| Exercise instructions |
Give back, word for word, the lines in the listing below from the one holding "ctx.restore();" down to the one holding "M2231 915 2274 906", both ends included.

| Working data |

****

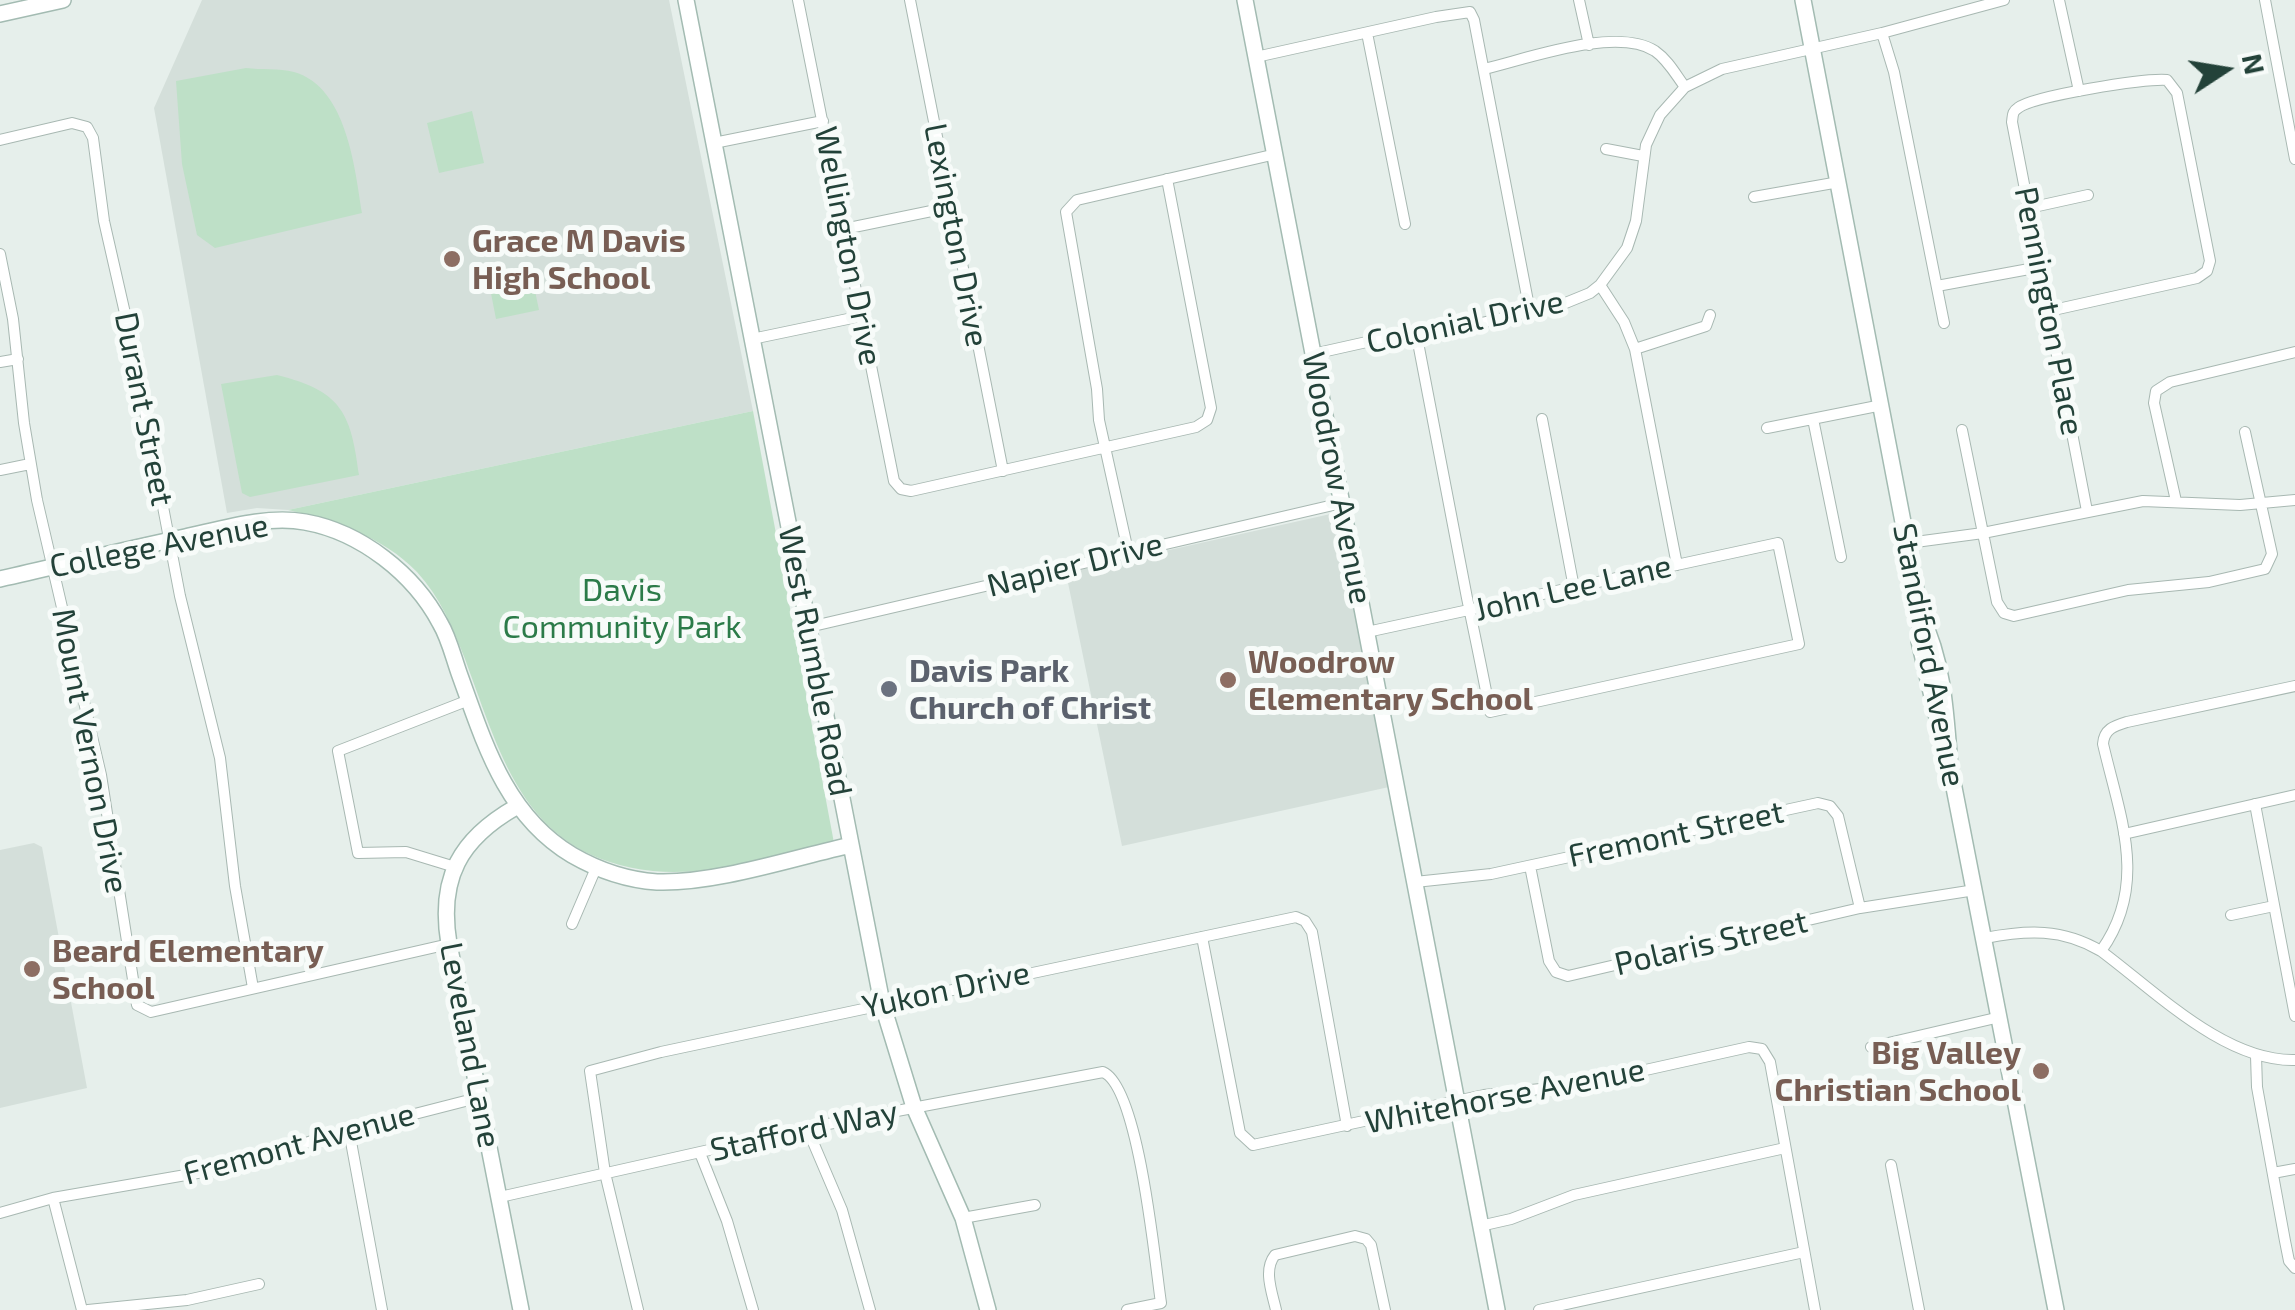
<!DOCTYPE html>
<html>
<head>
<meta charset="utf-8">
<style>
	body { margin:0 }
	#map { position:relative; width:2295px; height:1310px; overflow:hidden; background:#e6efeb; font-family:"Exo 2",sans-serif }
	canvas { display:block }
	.north { position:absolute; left:2175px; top:20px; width:100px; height:100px; -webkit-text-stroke:8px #f7fbf9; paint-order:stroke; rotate:78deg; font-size:28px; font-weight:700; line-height:40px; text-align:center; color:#234239 }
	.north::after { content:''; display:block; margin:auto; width:35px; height:45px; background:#234239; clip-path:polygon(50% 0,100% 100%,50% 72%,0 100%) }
</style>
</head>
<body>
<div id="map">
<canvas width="2295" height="1310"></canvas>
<div class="north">N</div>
</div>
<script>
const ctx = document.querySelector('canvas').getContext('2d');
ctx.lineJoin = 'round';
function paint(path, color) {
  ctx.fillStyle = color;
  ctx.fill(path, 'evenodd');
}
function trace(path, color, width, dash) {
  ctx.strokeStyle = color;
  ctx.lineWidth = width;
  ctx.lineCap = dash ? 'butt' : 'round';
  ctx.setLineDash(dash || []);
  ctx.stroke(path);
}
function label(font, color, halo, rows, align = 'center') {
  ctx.font = font + ' "Exo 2",sans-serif';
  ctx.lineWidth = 10;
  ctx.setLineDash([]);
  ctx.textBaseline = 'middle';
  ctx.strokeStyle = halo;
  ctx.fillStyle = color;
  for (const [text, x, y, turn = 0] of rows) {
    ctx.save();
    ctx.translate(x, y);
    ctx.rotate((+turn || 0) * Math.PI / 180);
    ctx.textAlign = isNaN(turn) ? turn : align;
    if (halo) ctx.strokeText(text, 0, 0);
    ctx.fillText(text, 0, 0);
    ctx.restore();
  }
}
paint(new Path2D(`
	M202 0H669L753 411 288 510 257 508 227 513 154 108Z
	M1335 513 1389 787 1122 846 1066 573Z
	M34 843 42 847 87 1088 0 1108V850Z`), '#d4dfda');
paint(new Path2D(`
	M246 68C261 70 279 68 294 72 347 87 355 169 362 213L215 248 197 235 182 164 176 81Z
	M472 111 484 163 439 173 427 123Z
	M530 267 539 310 496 319 488 278Z
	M277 375C341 391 351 412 359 475L250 497 242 493 221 384Z
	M753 411 834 843C777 855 712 877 653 871 526 857 503 762 465 659 453 628 440 597 417 572 382 536 335 521 288 510Z`), '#bee0c7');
const street = new Path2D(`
	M798 0 894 481 901 489 911 491 1196 427 1207 420 1211 408 1167 179
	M910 0 1003 471
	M1579 0 1589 45
	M2059 0 2079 91
	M2265 0 2295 159
	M1367 33 1405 224
	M1882 33 1894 72 1944 323
	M1256 57 1436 17 1470 12 1474 20 1530 312
	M1484 69C1527 59 1616 26 1655 51 1668 60 1676 75 1685 87
	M0 140 72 123 87 127 93 138 104 221 132 344 180 596 220 758 235 886 253 988
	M714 143 823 121
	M1606 149 1643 156
	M1754 197 1839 182
	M2029 208 2088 195
	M844 229 951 207
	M0 254 13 319 24 423 37 500 101 775 137 1005 151 1012 449 944
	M1600 285 1624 322 1635 349 1677 565
	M1937 286 2040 267
	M2049 311 2197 278 2207 271 2210 261 2177 93 2167 80C2145 78 2033 96 2018 108 2012 112 2013 115 2012 122L2087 511
	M752 339 862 316
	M1635 349 1706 326 1710 315
	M1313 354 1407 333 1464 327 1563 304 1590 293 1600 285 1627 248 1636 221 1646 145 1660 115 1685 87 1722 69 1882 33 2004 0
	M0 362 18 359
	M1542 419 1574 588
	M1813 419 1841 557
	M1767 428 1882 405
	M1962 430 1997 602 2004 613 2014 616 2128 590 2209 582 2265 569 2272 554 2245 432
	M0 470 30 464
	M2176 501 2154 403 2156 391 2170 382 2295 352
	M1908 543 1983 533 2143 501 2240 505 2295 500
	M1128 551 1099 420 1097 389 1066 212 1077 200 1276 154
	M809 627 1342 503
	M1367 632 1778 543 1799 644 1490 712C1483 674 1475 636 1467 598L1416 332
	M2255 804 2295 1016
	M2124 834 2295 795
	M1530 866 1549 961 1556 972 1568 976 1860 908 1975 890
	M455 867 406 852 358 853 338 751 469 700
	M1415 882 1491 874 1818 803 1830 806 1838 816 1860 908
	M2231 915 2274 906
	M572 924 596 868
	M1202 937 1240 1133 1253 1145 1484 1095 1578 1085 1749 1047 1762 1049 1770 1062 1815 1310
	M1985 938C2027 930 2062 928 2101 951 2155 991 2225 1062 2295 1060
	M2101 951C2149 884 2120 817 2103 744 2104 729 2114 726 2127 722L2295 686
	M1871 1047 2000 1017
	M2256 1056 2257 1087 2285 1241 2289 1261 2295 1268
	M807 1128 842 1210 870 1310
	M349 1131 382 1310
	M700 1153 727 1221 753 1310
	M1891 1165 1919 1310
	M2273 1173 2295 1169
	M500 1197 807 1128 1103 1072C1139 1087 1155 1263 1161 1303L1127 1310
	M53 1198 82 1310
	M0 1213 53 1198 232 1167 321 1138 481 1097
	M963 1218 1035 1205
	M1480 1226 1511 1219 1574 1195 1785 1148
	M88 1310 187 1300 259 1284
	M638 1310 605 1173 590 1071 661 1052 1296 917 1305 921 1312 932 1347 1126
	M1276 1310C1272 1292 1263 1270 1275 1255L1355 1236 1366 1239 1371 1245 1385 1310
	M1539 1310 1804 1252`);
const secondary = new Path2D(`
	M686 0 882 1003 914 1107 963 1218 988 1310
	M1245 0 1497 1310
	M1803 0 1921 616C1944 662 1946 716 1950 767L2056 1310
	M0 14 63 0
	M0 579C62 565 123 550 185 537 222 529 266 515 305 522 361 532 414 574 440 623 449 638 453 656 459 673 484 742 505 815 572 855 598 870 627 880 657 882 715 884 793 858 851 845
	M1921 620 1919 641 1942 739
	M516 807C460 839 438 878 449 944L521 1310`);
trace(street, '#a8b8b2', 12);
trace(secondary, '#a3bbb2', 18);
trace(street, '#fff', 10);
trace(secondary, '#fff', 15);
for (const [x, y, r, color] of [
	[452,259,10,"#8d6e63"],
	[1228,680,10,"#8d6e63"],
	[889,689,10,"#6b7280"],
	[32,969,10,"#8d6e63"],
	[2041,1071,10,"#8d6e63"]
]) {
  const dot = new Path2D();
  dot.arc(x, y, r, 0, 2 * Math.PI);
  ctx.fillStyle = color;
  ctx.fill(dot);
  trace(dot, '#f7fbf9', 4);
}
label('32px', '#234239', '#f7fbf9', [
	["Lexington Drive",956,235,79],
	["Wellington Drive",848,246,79],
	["Pennington Place",2049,311,79],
	["Colonial Drive",1465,322,-12],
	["Durant Street",144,409,79],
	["Woodrow Avenue",1337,478,79],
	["College Avenue",159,546,-11],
	["Napier Drive",1075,565,-14],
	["John Lee Lane",1573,588,-13],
	["Standiford Avenue",1929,655,79],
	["West Rumble Road",815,661,79],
	["Mount Vernon Drive",90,751,79],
	["Fremont Street",1676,834,-12],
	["Polaris Street",1711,943,-13],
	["Yukon Drive",946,990,-12],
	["Leveland Lane",470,1045,79],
	["Whitehorse Avenue",1505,1096,-11],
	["Stafford Way",804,1131,-12],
	["Fremont Avenue",299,1144,-15]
]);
label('bold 32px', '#785e54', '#f7fbf9', [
	["Grace M Davis",472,241],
	["High School",472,278],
	["Woodrow",1248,662],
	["Elementary School",1248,699],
	["Beard Elementary",52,951],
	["School",52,988],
	["Big Valley",2021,1053,"right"],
	["Christian School",2021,1090,"right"]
], 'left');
label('32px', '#2c7b49', '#f7fbf9', [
	["Davis",622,590],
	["Community Park",622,627]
]);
label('bold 32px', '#5b616d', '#f7fbf9', [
	["Davis Park",909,671],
	["Church of Christ",909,708]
], 'left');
</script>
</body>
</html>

****

| Answer below |
    ctx.restore();
  }
}
paint(new Path2D(`
	M202 0H669L753 411 288 510 257 508 227 513 154 108Z
	M1335 513 1389 787 1122 846 1066 573Z
	M34 843 42 847 87 1088 0 1108V850Z`), '#d4dfda');
paint(new Path2D(`
	M246 68C261 70 279 68 294 72 347 87 355 169 362 213L215 248 197 235 182 164 176 81Z
	M472 111 484 163 439 173 427 123Z
	M530 267 539 310 496 319 488 278Z
	M277 375C341 391 351 412 359 475L250 497 242 493 221 384Z
	M753 411 834 843C777 855 712 877 653 871 526 857 503 762 465 659 453 628 440 597 417 572 382 536 335 521 288 510Z`), '#bee0c7');
const street = new Path2D(`
	M798 0 894 481 901 489 911 491 1196 427 1207 420 1211 408 1167 179
	M910 0 1003 471
	M1579 0 1589 45
	M2059 0 2079 91
	M2265 0 2295 159
	M1367 33 1405 224
	M1882 33 1894 72 1944 323
	M1256 57 1436 17 1470 12 1474 20 1530 312
	M1484 69C1527 59 1616 26 1655 51 1668 60 1676 75 1685 87
	M0 140 72 123 87 127 93 138 104 221 132 344 180 596 220 758 235 886 253 988
	M714 143 823 121
	M1606 149 1643 156
	M1754 197 1839 182
	M2029 208 2088 195
	M844 229 951 207
	M0 254 13 319 24 423 37 500 101 775 137 1005 151 1012 449 944
	M1600 285 1624 322 1635 349 1677 565
	M1937 286 2040 267
	M2049 311 2197 278 2207 271 2210 261 2177 93 2167 80C2145 78 2033 96 2018 108 2012 112 2013 115 2012 122L2087 511
	M752 339 862 316
	M1635 349 1706 326 1710 315
	M1313 354 1407 333 1464 327 1563 304 1590 293 1600 285 1627 248 1636 221 1646 145 1660 115 1685 87 1722 69 1882 33 2004 0
	M0 362 18 359
	M1542 419 1574 588
	M1813 419 1841 557
	M1767 428 1882 405
	M1962 430 1997 602 2004 613 2014 616 2128 590 2209 582 2265 569 2272 554 2245 432
	M0 470 30 464
	M2176 501 2154 403 2156 391 2170 382 2295 352
	M1908 543 1983 533 2143 501 2240 505 2295 500
	M1128 551 1099 420 1097 389 1066 212 1077 200 1276 154
	M809 627 1342 503
	M1367 632 1778 543 1799 644 1490 712C1483 674 1475 636 1467 598L1416 332
	M2255 804 2295 1016
	M2124 834 2295 795
	M1530 866 1549 961 1556 972 1568 976 1860 908 1975 890
	M455 867 406 852 358 853 338 751 469 700
	M1415 882 1491 874 1818 803 1830 806 1838 816 1860 908
	M2231 915 2274 906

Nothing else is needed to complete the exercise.